BEGIN DATA EXTRACTS

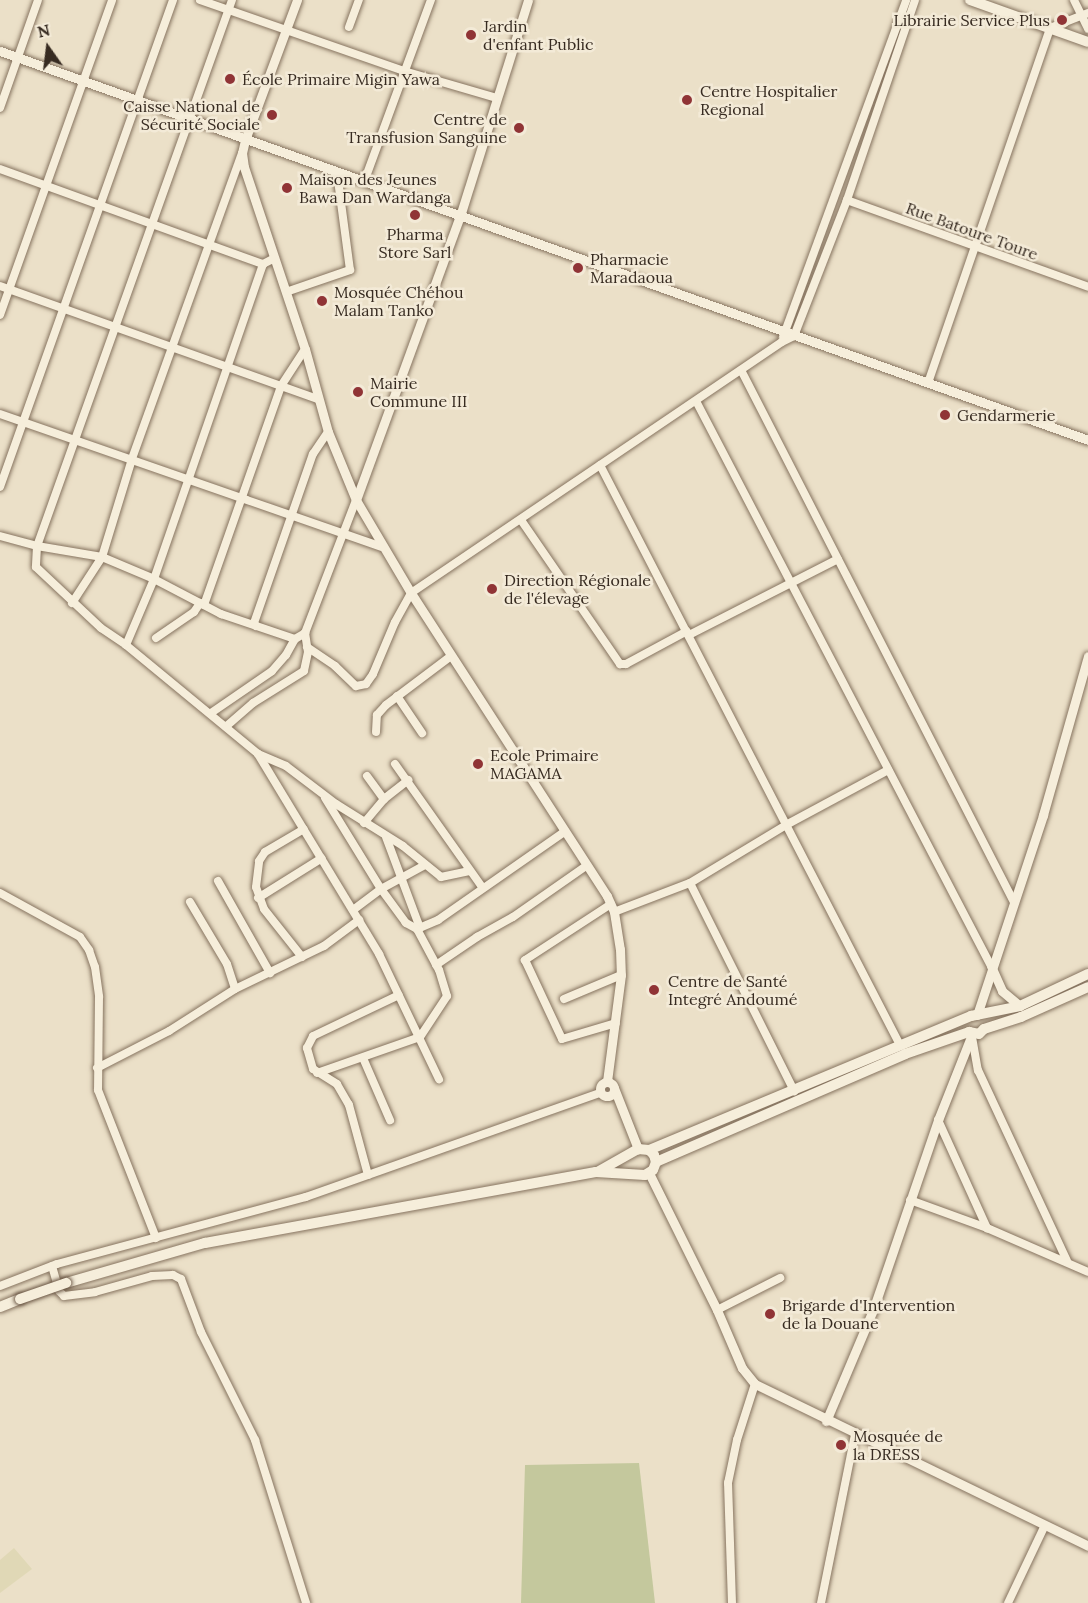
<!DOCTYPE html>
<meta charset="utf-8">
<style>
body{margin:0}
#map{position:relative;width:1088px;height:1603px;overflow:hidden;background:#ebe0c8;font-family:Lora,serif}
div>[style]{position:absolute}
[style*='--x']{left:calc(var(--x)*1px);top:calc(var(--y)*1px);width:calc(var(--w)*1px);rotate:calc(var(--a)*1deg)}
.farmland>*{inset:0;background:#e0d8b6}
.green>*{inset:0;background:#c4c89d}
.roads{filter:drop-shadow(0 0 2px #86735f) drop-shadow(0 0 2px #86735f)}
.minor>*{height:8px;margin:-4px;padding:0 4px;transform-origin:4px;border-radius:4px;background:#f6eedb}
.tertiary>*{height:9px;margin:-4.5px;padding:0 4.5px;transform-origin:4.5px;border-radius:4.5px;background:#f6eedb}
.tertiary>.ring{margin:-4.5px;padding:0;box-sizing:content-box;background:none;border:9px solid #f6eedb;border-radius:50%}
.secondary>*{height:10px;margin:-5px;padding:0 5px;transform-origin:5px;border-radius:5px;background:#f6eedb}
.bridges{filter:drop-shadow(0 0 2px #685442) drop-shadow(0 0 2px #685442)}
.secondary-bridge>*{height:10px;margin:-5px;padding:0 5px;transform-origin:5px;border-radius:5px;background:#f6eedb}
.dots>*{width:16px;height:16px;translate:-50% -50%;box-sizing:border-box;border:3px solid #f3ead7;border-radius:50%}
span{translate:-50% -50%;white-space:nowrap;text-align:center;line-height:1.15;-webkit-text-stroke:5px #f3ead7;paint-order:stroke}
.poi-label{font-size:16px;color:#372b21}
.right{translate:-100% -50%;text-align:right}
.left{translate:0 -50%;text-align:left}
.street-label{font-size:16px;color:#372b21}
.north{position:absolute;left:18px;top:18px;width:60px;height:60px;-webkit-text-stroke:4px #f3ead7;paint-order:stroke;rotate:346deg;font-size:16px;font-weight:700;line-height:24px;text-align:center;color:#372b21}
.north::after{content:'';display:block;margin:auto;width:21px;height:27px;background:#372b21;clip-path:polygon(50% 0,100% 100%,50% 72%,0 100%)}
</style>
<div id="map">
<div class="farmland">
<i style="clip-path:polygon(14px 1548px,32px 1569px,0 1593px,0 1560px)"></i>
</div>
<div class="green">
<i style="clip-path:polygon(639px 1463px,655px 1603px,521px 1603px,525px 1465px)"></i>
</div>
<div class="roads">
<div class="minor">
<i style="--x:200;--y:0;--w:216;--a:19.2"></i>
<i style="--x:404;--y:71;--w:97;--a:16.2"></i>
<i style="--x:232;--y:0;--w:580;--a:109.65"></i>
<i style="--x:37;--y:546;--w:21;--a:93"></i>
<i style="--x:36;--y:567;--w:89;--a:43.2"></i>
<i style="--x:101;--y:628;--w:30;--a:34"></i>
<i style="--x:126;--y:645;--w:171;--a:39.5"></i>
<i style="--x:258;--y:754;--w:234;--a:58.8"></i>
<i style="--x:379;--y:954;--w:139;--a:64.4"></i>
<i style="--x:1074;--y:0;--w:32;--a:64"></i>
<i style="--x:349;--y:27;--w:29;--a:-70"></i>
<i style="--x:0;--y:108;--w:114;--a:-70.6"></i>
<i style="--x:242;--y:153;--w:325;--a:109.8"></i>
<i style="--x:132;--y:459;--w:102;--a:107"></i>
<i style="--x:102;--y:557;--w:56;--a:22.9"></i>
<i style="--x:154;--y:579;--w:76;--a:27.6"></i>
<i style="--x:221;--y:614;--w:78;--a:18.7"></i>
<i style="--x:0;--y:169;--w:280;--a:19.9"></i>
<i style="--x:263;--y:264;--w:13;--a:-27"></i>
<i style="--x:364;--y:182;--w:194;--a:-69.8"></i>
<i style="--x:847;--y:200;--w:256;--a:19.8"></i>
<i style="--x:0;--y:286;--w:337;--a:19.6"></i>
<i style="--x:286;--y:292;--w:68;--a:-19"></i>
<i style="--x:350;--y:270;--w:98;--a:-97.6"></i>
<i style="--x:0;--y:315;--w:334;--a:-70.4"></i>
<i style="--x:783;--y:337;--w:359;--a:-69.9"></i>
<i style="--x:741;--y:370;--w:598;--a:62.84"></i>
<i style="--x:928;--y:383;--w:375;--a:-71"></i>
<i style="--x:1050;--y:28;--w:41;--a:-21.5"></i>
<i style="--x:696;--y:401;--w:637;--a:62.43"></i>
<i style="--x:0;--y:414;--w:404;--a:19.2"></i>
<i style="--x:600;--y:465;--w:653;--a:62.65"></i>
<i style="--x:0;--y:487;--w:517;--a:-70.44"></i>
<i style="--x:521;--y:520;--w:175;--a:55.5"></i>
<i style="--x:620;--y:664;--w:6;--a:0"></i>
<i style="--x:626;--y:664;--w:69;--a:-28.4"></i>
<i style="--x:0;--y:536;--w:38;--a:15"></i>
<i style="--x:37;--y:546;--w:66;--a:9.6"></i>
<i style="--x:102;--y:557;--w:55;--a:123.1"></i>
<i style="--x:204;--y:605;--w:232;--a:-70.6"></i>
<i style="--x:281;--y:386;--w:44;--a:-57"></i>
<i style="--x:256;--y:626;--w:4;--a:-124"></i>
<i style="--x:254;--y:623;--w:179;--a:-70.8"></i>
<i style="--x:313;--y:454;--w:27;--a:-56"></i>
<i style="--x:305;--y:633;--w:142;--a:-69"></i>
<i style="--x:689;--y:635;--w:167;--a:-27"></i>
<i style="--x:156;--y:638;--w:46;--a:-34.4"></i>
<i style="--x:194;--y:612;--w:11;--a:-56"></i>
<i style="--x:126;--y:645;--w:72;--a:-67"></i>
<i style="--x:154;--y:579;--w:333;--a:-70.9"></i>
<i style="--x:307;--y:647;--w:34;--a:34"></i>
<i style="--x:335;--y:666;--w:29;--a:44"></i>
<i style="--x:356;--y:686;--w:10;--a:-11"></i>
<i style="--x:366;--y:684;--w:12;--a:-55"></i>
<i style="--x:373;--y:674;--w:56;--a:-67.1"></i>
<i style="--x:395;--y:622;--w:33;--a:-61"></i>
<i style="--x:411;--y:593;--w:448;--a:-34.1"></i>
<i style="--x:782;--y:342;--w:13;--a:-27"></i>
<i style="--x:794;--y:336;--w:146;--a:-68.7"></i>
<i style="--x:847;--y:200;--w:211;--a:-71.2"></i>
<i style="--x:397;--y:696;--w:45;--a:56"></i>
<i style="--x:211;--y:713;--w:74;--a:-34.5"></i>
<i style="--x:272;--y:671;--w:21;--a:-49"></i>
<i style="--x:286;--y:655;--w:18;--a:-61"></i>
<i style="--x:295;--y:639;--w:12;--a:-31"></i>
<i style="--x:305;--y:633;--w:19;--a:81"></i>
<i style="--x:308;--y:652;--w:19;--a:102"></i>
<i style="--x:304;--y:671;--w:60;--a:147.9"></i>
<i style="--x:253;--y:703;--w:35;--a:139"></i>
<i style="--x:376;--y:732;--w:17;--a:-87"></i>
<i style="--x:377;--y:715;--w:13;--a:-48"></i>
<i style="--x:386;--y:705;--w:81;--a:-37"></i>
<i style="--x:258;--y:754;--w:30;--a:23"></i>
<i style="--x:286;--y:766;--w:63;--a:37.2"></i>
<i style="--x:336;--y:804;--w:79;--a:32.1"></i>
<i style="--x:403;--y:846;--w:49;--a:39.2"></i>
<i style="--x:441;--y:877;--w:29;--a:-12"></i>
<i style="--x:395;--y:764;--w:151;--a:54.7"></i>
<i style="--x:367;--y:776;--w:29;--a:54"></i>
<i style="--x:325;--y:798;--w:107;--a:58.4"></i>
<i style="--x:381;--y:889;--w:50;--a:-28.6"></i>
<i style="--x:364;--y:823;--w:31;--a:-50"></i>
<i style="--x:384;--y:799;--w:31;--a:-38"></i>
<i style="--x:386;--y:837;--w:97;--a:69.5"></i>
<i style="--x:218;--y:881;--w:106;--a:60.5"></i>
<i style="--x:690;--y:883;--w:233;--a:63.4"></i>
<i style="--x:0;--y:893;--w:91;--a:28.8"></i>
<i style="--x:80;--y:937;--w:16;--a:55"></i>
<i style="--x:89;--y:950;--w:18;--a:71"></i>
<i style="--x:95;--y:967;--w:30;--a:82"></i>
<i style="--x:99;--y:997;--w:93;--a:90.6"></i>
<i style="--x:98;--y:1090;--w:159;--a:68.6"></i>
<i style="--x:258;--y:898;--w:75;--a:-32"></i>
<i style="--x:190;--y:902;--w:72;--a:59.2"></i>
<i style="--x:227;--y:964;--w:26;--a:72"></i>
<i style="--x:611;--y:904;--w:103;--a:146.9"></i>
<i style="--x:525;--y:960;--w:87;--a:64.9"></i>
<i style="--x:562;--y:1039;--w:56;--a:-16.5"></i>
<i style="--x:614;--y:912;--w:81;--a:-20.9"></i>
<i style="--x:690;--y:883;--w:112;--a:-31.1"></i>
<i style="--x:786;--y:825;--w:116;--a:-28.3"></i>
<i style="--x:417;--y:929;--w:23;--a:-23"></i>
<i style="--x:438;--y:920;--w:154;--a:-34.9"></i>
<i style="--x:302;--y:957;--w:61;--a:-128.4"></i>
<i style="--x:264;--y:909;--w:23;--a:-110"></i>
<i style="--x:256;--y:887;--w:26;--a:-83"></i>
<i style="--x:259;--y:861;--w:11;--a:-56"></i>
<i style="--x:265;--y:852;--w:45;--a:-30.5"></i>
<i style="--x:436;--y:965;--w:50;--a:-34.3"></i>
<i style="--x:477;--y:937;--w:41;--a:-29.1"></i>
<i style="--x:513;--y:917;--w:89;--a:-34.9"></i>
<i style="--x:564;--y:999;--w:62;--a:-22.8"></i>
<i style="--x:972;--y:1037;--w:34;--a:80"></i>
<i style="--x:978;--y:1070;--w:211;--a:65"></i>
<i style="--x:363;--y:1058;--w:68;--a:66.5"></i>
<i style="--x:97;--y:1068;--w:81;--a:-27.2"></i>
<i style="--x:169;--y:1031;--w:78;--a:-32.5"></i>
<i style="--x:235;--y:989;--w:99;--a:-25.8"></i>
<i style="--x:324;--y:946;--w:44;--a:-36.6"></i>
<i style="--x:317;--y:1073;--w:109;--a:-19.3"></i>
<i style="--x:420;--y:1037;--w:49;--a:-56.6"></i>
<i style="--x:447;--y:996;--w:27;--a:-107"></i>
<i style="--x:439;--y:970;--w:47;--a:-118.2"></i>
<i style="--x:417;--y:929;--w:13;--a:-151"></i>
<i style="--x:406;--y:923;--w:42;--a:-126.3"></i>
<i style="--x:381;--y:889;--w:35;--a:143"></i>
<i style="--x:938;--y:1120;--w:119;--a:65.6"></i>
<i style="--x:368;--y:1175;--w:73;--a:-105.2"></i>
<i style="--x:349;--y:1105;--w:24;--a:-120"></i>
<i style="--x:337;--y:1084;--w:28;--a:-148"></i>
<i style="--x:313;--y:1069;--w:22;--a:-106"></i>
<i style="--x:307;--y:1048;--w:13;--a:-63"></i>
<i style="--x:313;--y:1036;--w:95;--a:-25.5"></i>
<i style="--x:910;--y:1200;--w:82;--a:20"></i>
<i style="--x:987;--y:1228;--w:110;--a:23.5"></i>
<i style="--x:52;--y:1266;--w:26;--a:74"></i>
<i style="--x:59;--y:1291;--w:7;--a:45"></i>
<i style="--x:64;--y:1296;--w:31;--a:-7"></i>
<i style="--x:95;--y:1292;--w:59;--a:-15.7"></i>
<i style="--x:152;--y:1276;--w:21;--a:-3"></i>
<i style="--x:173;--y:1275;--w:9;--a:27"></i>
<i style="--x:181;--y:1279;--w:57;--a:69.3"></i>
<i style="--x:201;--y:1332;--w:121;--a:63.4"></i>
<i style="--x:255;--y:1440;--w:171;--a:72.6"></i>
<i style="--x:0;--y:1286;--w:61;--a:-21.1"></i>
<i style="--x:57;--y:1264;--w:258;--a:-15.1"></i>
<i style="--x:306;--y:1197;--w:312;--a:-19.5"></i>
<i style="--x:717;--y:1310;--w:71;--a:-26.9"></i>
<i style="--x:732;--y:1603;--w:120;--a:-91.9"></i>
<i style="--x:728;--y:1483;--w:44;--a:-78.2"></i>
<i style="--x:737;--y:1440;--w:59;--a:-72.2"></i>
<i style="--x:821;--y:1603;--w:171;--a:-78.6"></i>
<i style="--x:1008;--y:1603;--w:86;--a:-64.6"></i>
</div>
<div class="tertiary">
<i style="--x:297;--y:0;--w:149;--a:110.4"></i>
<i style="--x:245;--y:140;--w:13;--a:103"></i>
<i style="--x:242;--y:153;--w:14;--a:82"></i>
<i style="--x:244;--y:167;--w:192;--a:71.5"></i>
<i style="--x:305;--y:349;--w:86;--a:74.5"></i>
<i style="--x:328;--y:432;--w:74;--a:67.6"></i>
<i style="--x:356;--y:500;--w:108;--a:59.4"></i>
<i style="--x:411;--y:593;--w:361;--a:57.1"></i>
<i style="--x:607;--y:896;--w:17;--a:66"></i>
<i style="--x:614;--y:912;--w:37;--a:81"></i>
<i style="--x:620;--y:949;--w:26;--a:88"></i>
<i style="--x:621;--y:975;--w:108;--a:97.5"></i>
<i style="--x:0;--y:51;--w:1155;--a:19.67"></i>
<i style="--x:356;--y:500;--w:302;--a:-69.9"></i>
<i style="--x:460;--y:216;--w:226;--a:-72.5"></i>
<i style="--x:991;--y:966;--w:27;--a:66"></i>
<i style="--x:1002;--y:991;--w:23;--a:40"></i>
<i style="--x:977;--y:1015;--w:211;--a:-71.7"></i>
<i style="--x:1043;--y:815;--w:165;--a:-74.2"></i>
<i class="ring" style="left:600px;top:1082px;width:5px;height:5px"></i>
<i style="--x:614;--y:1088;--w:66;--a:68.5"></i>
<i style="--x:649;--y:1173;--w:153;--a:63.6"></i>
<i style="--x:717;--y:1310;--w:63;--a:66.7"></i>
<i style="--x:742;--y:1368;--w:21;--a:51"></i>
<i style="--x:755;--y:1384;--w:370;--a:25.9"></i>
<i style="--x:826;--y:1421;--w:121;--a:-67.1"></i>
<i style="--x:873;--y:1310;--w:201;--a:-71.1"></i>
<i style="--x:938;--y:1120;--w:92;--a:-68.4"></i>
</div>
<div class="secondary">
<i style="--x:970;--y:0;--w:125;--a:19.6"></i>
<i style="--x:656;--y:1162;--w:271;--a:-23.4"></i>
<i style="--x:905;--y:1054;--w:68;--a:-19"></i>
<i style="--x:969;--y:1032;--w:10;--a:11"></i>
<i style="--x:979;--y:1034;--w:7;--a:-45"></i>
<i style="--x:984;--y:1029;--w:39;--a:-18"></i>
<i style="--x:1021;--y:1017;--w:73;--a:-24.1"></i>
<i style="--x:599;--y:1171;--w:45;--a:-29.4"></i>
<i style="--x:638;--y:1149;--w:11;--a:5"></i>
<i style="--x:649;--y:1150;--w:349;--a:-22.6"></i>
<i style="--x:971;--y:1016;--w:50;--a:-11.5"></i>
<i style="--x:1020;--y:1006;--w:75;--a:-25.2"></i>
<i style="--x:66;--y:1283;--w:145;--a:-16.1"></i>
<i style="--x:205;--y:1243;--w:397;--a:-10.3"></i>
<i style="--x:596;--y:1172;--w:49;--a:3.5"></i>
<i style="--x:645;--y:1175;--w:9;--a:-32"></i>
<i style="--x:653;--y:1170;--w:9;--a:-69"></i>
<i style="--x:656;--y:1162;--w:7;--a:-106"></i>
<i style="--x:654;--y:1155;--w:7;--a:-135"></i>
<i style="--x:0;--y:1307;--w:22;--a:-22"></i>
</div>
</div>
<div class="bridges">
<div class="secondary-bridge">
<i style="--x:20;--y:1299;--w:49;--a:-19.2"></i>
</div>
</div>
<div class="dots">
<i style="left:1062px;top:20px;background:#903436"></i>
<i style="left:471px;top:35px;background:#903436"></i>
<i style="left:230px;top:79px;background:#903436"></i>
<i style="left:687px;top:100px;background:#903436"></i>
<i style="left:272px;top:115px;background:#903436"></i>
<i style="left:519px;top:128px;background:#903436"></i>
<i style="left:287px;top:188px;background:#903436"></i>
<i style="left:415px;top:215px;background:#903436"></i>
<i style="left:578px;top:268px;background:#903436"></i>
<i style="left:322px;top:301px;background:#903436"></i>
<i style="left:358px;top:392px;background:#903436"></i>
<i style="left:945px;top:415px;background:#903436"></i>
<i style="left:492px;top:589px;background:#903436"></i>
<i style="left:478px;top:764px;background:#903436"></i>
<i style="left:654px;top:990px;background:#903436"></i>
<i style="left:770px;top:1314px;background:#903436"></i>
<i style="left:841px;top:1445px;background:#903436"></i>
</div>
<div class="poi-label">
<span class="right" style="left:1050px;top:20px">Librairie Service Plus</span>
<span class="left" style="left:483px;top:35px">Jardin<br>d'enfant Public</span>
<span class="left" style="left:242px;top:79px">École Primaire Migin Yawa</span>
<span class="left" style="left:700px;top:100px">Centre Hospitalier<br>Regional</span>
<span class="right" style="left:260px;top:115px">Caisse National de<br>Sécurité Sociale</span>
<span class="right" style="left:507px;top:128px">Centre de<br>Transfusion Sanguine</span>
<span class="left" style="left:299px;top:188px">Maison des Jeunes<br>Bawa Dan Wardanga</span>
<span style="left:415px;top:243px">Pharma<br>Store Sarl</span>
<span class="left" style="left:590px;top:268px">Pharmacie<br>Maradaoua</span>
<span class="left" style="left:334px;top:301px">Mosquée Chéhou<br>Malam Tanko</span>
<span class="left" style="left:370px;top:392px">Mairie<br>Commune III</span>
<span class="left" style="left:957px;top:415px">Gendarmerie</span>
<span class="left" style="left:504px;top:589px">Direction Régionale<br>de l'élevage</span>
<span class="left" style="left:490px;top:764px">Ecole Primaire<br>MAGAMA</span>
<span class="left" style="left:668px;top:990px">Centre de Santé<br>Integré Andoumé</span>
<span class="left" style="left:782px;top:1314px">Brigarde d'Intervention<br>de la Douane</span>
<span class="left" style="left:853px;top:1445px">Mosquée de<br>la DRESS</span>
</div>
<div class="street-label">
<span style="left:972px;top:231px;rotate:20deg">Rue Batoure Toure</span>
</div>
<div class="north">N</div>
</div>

END DATA EXTRACTS

PROBLEM:
Could you set down, exactly as written, every line from the start of the records above through the line containing "2px #685442) drop-shadow(0", leaving the pictures out?

ANSWER BOX:
<!DOCTYPE html>
<meta charset="utf-8">
<style>
body{margin:0}
#map{position:relative;width:1088px;height:1603px;overflow:hidden;background:#ebe0c8;font-family:Lora,serif}
div>[style]{position:absolute}
[style*='--x']{left:calc(var(--x)*1px);top:calc(var(--y)*1px);width:calc(var(--w)*1px);rotate:calc(var(--a)*1deg)}
.farmland>*{inset:0;background:#e0d8b6}
.green>*{inset:0;background:#c4c89d}
.roads{filter:drop-shadow(0 0 2px #86735f) drop-shadow(0 0 2px #86735f)}
.minor>*{height:8px;margin:-4px;padding:0 4px;transform-origin:4px;border-radius:4px;background:#f6eedb}
.tertiary>*{height:9px;margin:-4.5px;padding:0 4.5px;transform-origin:4.5px;border-radius:4.5px;background:#f6eedb}
.tertiary>.ring{margin:-4.5px;padding:0;box-sizing:content-box;background:none;border:9px solid #f6eedb;border-radius:50%}
.secondary>*{height:10px;margin:-5px;padding:0 5px;transform-origin:5px;border-radius:5px;background:#f6eedb}
.bridges{filter:drop-shadow(0 0 2px #685442) drop-shadow(0 0 2px #685442)}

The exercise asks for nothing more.